◆ **ASSIGNMENT**
The answer must consist of every line below that holds the word "position".

[Stored data]
------------------------------------------------------------

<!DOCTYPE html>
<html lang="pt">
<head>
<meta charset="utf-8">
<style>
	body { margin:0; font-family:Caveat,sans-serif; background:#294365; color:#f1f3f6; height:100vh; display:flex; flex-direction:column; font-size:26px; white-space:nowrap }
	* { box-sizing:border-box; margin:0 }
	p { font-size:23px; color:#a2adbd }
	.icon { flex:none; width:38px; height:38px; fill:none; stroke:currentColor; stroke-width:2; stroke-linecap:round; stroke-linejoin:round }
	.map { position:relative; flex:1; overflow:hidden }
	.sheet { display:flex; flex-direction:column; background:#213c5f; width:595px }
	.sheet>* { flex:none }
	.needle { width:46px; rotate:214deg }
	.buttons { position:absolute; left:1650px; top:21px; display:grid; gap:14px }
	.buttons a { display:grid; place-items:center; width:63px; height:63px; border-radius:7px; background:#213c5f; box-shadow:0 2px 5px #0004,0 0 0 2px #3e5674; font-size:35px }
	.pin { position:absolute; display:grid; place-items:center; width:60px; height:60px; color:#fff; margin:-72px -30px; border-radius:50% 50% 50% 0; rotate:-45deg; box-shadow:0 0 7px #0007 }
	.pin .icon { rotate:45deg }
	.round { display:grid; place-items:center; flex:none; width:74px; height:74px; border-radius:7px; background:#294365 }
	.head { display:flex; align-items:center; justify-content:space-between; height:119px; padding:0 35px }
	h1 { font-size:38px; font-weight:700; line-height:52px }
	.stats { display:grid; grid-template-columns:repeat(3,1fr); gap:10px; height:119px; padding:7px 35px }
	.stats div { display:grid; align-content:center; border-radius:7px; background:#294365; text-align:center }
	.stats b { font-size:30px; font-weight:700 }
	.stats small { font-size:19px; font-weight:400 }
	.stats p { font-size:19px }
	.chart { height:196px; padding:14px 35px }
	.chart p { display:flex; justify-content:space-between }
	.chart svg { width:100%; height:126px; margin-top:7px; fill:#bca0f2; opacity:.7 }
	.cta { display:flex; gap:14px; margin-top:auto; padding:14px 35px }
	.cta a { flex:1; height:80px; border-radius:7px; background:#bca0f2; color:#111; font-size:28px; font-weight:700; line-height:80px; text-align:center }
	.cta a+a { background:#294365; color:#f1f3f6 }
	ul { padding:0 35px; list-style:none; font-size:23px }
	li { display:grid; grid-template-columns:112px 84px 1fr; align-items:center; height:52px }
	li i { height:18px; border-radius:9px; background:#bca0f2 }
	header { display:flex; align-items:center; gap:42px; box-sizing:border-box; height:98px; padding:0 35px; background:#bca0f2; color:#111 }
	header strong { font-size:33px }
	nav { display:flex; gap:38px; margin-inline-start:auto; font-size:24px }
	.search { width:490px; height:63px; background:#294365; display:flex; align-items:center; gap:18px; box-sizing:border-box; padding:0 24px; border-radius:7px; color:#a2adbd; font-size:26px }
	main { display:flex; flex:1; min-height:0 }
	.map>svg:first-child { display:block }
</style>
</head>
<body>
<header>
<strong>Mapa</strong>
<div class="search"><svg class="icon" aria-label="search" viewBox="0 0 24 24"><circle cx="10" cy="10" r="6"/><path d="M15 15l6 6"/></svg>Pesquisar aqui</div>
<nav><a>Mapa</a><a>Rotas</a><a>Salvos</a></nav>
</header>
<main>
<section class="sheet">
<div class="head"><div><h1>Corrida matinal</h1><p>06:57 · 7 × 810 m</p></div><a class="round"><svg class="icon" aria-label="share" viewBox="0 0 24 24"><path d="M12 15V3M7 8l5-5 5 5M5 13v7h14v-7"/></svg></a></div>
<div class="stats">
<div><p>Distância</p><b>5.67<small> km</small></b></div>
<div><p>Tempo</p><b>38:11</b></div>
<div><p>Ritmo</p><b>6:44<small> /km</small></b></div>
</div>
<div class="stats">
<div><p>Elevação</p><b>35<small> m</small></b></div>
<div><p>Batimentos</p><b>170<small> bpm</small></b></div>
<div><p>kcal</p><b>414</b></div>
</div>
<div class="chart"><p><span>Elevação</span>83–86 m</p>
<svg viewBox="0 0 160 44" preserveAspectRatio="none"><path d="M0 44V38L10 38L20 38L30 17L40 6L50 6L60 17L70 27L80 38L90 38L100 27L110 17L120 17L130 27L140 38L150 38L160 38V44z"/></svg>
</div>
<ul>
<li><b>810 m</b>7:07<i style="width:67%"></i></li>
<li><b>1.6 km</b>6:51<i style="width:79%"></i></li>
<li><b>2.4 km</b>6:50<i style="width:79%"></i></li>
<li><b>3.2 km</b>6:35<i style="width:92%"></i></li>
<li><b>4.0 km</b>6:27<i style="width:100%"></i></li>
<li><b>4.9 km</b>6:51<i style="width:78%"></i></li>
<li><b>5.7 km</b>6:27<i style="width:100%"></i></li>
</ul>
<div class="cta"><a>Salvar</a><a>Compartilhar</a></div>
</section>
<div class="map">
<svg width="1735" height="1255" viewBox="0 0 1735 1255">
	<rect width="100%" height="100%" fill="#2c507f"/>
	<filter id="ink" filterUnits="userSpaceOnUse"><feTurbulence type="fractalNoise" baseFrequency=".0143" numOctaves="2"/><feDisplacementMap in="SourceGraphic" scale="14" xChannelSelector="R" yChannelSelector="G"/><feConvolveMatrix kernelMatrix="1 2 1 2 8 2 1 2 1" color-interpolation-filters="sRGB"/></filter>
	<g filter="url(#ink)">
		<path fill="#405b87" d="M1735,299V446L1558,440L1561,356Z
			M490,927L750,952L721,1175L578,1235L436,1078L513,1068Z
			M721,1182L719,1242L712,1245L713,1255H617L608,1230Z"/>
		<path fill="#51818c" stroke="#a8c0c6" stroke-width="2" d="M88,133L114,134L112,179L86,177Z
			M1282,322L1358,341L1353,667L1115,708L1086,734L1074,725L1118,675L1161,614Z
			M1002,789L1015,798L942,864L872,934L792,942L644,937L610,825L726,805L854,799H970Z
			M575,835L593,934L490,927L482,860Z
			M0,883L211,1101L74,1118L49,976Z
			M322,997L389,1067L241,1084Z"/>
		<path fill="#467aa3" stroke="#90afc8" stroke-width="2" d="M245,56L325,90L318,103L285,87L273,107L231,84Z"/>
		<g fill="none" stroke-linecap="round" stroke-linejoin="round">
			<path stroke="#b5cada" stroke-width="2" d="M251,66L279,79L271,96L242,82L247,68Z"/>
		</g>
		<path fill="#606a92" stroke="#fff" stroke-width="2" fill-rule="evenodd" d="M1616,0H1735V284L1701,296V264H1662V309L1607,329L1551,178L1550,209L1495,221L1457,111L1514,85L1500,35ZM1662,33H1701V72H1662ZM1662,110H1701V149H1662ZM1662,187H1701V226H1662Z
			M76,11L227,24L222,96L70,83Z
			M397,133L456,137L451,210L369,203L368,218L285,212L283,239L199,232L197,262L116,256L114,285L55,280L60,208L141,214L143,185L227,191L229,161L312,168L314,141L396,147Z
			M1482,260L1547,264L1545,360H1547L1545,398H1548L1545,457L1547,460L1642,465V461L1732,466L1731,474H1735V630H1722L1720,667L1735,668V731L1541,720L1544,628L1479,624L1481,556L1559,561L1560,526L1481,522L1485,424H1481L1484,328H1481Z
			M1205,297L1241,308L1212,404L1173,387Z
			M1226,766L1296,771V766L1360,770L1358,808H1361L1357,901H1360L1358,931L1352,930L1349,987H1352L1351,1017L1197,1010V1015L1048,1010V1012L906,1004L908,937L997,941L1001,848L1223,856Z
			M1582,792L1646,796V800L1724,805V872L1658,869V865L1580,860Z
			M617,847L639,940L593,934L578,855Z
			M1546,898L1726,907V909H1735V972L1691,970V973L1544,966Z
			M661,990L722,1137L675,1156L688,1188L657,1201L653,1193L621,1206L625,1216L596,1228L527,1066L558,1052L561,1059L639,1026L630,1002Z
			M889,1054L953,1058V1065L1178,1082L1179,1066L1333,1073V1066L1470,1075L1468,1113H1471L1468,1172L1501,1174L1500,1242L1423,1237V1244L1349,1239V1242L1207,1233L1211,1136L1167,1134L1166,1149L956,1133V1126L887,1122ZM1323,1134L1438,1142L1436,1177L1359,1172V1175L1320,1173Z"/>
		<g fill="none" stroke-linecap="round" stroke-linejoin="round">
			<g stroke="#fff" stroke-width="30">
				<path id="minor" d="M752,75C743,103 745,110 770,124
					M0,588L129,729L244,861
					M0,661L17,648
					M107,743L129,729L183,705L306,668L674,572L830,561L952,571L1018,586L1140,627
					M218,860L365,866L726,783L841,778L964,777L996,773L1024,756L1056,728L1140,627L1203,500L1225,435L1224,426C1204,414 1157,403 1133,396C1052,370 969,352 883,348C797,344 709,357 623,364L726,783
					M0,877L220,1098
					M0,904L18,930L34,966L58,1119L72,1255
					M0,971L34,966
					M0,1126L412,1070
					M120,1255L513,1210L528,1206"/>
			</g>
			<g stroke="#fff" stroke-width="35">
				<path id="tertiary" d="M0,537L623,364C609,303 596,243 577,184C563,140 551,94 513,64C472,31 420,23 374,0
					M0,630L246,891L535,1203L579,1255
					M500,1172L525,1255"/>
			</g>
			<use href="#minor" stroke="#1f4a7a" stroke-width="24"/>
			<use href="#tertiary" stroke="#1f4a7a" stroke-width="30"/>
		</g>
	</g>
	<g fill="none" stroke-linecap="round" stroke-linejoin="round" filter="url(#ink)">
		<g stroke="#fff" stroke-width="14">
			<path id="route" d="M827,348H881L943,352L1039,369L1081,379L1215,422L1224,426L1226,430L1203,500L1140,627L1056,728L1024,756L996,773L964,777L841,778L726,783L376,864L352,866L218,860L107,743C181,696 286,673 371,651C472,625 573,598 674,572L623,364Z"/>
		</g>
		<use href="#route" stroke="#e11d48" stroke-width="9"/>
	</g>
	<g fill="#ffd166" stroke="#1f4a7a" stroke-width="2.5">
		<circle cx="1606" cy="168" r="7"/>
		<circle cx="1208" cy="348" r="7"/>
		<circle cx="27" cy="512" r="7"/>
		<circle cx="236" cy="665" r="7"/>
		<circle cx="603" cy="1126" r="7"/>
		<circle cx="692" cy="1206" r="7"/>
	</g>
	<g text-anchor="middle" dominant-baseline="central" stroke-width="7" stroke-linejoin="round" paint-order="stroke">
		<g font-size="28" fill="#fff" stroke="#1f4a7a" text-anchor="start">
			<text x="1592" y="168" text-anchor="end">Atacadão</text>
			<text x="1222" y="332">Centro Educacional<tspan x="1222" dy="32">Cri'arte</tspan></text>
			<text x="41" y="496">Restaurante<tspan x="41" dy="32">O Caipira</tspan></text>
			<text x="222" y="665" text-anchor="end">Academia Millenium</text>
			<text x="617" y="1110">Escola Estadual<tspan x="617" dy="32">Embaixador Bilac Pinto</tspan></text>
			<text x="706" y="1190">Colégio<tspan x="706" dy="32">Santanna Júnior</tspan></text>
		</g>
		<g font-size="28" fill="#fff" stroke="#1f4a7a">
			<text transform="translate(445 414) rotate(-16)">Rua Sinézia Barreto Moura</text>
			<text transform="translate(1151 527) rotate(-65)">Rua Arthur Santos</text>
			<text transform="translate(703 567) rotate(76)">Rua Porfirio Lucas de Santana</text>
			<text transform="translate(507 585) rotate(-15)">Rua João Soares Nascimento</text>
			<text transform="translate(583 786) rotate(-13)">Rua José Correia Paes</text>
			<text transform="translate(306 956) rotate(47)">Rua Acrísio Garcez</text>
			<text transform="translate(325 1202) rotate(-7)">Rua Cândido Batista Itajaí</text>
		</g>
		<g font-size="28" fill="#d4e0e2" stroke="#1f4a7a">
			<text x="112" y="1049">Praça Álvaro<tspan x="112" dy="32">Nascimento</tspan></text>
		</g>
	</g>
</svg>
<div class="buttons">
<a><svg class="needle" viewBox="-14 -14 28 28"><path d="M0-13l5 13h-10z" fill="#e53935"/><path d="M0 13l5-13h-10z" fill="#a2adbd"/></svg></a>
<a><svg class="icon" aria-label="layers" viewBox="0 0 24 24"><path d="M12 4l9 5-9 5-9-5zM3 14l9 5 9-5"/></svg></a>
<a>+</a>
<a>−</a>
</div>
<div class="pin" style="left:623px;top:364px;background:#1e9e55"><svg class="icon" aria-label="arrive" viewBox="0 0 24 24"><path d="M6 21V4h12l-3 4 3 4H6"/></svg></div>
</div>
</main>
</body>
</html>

------------------------------------------------------------

◆ **OUTPUT OF THE TASK**
	.map { position:relative; flex:1; overflow:hidden }
	.buttons { position:absolute; left:1650px; top:21px; display:grid; gap:14px }
	.pin { position:absolute; display:grid; place-items:center; width:60px; height:60px; color:#fff; margin:-72px -30px; border-radius:50% 50% 50% 0; rotate:-45deg; box-shadow:0 0 7px #0007 }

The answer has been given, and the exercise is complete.